Public trust in the national church decreased by 10% between last year and this year, RÚV reports, according to the findings of a new Gallup poll. Only about one third of respondents trust the church a great deal or completely, while 40% trust it very little, and approval of the job Bishop Agnes M. Sigurðardóttir is doing has never been lower. Most Icelanders want separation of church and state.
While high levels of trust in the church were at about 60% in 1999, it is now down to 33%, but the lowest it has ever been was in 2012, when it was at 28%. Interestingly, 65% of Icelanders are officially registered in the church, indicating that a significant portion of the church’s own parishioners do not trust the institution to a significant degree.
In terms of demographics, older people and voters for the Independence Party and Centre Party were the most likely to trust the church, but high income earners were the least likely to trust the church much at all.
Support for the Bishop has also been on the wane. Only 14% of respondents said they are pleased with the work she has been doing, down from 27% last year and 45% in 2012, the first year of her service in office.
The majority of respondents also support separation of church and state, with 54% supporting the idea; 23% against it, and 23% with no opinion on the matter. This is a growing sentiment, and one supported by at least one member of the clergy itself.
As reported, more people have been leaving the church than joining for several years now.
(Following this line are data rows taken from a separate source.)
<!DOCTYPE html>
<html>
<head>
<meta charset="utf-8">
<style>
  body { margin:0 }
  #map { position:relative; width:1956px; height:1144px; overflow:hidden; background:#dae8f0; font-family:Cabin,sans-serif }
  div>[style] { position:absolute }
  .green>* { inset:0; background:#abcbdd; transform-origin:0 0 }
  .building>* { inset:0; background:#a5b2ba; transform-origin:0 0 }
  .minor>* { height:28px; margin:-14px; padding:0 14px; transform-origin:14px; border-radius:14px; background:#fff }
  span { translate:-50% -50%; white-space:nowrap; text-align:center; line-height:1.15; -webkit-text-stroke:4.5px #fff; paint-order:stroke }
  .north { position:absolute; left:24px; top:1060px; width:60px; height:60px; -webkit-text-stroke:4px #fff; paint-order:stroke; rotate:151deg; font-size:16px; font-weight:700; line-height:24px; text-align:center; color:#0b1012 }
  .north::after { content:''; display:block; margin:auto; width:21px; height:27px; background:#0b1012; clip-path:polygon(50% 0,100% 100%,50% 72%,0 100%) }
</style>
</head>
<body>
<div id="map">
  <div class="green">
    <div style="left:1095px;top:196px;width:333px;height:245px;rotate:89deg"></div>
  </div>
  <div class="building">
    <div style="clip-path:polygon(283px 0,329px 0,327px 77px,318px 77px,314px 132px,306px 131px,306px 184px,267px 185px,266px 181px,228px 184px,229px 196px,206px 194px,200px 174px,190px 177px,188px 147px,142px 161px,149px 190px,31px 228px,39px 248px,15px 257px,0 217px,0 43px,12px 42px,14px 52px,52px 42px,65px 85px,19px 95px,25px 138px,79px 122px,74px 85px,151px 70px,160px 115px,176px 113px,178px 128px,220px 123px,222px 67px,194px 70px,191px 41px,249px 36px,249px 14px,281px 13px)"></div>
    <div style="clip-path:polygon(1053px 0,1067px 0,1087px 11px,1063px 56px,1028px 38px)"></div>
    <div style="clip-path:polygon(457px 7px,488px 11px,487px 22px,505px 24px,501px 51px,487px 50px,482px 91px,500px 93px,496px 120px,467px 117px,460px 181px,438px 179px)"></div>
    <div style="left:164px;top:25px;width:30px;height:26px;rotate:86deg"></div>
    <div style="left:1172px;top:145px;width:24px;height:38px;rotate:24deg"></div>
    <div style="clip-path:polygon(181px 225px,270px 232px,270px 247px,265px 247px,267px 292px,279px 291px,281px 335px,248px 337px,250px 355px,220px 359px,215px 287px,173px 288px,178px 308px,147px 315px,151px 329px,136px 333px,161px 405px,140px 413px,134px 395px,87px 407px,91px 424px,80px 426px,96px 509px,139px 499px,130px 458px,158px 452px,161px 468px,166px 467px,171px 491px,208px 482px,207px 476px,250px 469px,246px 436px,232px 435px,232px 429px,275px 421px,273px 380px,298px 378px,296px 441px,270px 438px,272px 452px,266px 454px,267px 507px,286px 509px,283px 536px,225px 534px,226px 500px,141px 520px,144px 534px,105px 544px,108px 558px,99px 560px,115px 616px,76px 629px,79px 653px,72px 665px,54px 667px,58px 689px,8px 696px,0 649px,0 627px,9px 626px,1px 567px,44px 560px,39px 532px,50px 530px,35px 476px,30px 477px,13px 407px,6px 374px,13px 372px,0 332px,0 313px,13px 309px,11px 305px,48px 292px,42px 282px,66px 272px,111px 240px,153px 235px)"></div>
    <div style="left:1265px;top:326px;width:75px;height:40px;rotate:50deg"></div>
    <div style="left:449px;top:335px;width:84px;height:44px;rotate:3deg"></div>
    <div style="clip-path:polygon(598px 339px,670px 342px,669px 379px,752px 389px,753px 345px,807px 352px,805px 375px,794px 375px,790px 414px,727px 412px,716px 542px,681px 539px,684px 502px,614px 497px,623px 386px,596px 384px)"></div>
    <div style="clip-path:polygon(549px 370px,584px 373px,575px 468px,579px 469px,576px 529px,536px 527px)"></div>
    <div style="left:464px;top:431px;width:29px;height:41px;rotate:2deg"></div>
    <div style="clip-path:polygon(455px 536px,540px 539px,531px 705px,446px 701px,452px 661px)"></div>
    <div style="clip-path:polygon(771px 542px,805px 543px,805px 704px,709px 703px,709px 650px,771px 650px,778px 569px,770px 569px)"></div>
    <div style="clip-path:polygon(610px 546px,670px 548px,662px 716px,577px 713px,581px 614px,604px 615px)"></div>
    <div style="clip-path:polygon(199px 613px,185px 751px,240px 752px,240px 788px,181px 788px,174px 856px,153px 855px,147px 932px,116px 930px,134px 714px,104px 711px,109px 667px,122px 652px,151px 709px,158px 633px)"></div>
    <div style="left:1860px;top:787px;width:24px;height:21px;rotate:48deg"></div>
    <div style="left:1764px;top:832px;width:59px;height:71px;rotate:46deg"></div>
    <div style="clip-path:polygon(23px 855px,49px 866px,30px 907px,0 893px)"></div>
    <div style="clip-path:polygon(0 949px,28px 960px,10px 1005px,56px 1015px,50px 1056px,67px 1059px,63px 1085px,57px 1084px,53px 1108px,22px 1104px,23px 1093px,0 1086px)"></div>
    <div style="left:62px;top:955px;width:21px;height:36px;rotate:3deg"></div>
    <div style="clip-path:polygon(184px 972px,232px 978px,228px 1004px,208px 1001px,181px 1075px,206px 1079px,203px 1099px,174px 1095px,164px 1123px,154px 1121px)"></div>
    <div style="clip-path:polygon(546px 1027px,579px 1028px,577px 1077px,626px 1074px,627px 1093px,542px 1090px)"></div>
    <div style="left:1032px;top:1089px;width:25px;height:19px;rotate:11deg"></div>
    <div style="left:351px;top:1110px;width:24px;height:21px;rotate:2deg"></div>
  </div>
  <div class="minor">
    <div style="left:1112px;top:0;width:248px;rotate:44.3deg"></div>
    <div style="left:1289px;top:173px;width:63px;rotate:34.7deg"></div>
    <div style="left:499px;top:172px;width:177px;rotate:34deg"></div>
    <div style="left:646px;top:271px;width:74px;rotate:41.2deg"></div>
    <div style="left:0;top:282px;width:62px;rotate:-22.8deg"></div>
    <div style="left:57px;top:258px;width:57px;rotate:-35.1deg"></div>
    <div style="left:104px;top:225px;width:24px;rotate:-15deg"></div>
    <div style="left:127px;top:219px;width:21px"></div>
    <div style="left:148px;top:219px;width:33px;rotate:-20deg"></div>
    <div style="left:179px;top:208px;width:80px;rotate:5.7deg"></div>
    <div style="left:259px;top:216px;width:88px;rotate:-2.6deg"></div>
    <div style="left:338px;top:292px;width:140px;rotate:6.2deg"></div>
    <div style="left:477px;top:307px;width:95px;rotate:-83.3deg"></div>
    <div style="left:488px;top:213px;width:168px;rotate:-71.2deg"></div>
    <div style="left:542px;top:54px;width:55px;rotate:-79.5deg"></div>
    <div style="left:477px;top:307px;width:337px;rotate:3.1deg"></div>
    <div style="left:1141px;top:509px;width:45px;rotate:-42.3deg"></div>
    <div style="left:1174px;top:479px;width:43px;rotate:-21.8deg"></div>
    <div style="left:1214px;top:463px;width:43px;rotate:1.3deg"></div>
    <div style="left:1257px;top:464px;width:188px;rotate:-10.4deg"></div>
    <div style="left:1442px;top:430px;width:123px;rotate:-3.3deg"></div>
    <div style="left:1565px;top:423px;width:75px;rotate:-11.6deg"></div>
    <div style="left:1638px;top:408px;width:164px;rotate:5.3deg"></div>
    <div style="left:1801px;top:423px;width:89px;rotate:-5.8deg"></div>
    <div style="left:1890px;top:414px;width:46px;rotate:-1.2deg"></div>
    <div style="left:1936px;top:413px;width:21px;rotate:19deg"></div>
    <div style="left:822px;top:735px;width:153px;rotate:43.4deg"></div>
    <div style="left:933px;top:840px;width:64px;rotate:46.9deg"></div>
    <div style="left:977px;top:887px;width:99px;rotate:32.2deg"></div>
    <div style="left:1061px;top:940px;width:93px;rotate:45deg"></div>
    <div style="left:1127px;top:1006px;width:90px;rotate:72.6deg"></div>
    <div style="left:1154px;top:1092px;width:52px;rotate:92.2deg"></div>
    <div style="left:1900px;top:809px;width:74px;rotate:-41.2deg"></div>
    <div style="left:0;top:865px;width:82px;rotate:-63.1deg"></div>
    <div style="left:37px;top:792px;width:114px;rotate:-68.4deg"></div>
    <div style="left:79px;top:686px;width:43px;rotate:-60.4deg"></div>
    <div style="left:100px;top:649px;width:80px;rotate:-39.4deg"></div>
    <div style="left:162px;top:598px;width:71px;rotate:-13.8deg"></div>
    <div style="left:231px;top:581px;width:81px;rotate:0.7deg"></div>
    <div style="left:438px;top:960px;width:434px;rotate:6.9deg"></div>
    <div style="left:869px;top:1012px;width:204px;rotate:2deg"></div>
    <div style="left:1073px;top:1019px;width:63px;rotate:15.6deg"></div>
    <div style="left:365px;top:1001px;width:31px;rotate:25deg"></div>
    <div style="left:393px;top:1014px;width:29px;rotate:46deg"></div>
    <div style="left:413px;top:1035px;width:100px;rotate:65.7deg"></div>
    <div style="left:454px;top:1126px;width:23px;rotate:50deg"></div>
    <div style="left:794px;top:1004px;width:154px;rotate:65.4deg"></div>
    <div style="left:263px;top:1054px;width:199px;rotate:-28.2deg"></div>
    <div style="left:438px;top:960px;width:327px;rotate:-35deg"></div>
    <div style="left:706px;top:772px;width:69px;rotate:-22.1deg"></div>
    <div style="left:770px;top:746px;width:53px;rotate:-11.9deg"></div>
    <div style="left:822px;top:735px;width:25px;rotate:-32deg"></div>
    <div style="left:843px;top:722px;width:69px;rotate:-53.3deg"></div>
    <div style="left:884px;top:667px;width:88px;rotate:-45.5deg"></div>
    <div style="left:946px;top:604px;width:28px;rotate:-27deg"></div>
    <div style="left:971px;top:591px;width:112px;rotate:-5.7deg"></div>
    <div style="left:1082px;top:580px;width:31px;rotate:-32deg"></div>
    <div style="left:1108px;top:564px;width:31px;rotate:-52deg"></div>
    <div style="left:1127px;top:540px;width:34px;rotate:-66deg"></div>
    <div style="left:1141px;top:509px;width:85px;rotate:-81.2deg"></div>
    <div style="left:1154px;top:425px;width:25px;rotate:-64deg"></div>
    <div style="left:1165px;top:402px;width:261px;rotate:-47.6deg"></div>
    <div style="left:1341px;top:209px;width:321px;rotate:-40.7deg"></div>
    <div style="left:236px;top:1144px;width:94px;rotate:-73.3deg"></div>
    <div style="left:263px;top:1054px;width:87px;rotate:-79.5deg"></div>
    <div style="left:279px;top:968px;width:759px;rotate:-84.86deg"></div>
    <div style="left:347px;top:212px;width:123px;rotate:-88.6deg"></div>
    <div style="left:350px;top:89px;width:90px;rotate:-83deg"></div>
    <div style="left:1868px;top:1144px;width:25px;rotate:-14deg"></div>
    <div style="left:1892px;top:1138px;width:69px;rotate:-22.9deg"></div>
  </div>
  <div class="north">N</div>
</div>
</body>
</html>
Nonetheless, the national church is still enshrined in the Icelandic constitution as having the right to government support. The most recent funding allocations to the church total over 2.8 billion ISK, in addition to the parishioner fees that are automatically deducted from registered members. The Bishop herself earns over 1 million ISK per month, while parish priests usually earn about half a million, in addition to what they might charge for services such as weddings, baptisms and confirmations.